▸ **What to produce**:
The output should be all lines of the entries below in which the word "الصدر" occurs.

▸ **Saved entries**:
-- Opening Marker --

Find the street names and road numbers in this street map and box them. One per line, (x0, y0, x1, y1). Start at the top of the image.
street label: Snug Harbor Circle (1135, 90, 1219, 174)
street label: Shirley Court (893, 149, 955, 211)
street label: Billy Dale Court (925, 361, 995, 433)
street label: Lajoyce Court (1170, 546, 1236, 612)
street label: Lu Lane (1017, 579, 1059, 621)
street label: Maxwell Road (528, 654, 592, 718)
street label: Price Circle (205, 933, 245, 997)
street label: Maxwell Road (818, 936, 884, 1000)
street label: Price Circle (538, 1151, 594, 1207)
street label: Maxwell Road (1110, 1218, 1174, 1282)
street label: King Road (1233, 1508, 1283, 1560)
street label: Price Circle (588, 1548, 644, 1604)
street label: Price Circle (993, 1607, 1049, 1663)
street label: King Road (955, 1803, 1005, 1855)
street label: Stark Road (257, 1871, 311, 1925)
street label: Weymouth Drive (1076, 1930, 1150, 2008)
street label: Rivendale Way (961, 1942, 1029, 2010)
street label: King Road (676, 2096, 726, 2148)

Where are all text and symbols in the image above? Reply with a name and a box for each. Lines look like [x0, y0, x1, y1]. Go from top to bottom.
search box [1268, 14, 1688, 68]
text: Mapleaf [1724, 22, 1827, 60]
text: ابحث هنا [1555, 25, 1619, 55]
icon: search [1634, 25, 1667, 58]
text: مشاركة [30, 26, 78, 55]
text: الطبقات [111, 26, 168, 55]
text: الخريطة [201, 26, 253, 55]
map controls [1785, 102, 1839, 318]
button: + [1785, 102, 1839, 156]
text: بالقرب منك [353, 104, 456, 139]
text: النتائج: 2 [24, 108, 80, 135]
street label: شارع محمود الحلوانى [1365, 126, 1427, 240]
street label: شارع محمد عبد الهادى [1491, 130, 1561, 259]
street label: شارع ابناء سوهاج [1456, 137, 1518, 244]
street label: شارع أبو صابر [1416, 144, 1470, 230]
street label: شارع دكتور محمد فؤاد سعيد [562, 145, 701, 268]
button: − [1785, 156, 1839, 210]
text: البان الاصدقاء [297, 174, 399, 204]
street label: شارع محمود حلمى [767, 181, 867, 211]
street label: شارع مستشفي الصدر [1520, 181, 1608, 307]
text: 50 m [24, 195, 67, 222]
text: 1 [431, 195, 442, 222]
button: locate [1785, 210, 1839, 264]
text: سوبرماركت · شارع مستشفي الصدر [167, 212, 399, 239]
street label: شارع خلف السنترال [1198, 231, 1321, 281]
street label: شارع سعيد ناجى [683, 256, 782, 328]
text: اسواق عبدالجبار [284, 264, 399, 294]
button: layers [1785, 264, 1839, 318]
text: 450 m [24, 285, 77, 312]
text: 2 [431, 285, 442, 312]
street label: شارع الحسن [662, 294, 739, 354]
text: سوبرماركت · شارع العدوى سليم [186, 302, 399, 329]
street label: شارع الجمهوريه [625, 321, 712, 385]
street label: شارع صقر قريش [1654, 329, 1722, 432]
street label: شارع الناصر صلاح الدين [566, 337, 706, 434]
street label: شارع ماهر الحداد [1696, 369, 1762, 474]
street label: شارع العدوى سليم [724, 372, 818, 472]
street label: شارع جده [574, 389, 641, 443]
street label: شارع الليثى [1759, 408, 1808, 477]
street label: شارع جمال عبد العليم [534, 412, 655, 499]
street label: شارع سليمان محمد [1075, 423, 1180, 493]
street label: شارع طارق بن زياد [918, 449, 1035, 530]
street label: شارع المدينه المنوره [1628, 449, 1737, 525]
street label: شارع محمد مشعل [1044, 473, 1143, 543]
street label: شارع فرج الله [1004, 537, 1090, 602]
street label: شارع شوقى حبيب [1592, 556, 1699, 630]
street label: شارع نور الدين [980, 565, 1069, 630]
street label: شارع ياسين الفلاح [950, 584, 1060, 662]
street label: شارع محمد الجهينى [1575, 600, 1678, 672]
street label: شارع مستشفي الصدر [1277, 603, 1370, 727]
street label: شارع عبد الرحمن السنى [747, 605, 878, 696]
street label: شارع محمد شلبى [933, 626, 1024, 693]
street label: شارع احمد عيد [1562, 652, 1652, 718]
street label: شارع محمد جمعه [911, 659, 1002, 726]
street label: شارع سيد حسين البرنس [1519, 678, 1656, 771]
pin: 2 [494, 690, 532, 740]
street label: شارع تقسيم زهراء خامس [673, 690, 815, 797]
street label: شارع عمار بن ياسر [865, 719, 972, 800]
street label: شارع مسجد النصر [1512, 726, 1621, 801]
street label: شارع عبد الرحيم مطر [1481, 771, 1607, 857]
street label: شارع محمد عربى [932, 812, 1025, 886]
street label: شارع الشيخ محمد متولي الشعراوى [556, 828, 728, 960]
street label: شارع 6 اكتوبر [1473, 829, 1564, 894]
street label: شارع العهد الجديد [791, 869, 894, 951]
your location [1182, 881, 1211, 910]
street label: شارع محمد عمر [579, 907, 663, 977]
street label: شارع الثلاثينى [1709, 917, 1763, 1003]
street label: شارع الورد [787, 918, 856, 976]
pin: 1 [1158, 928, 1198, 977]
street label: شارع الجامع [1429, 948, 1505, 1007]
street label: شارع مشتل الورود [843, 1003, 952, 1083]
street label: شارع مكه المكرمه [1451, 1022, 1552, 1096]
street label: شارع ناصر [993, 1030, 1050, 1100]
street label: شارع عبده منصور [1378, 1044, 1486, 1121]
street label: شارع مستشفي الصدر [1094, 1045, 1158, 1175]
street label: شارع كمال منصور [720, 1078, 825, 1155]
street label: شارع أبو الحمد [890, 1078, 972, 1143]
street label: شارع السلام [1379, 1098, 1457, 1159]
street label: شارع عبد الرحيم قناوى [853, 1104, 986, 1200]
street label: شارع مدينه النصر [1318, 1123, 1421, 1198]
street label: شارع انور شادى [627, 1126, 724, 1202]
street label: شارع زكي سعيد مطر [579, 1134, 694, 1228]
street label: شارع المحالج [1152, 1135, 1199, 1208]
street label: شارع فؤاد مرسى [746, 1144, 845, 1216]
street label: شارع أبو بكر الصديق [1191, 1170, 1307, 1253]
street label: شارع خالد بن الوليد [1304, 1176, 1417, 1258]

-- Closing Marker --

▸ **Exercise response**:
street label: شارع مستشفي الصدر [1520, 181, 1608, 307]
text: سوبرماركت · شارع مستشفي الصدر [167, 212, 399, 239]
street label: شارع مستشفي الصدر [1277, 603, 1370, 727]
street label: شارع مستشفي الصدر [1094, 1045, 1158, 1175]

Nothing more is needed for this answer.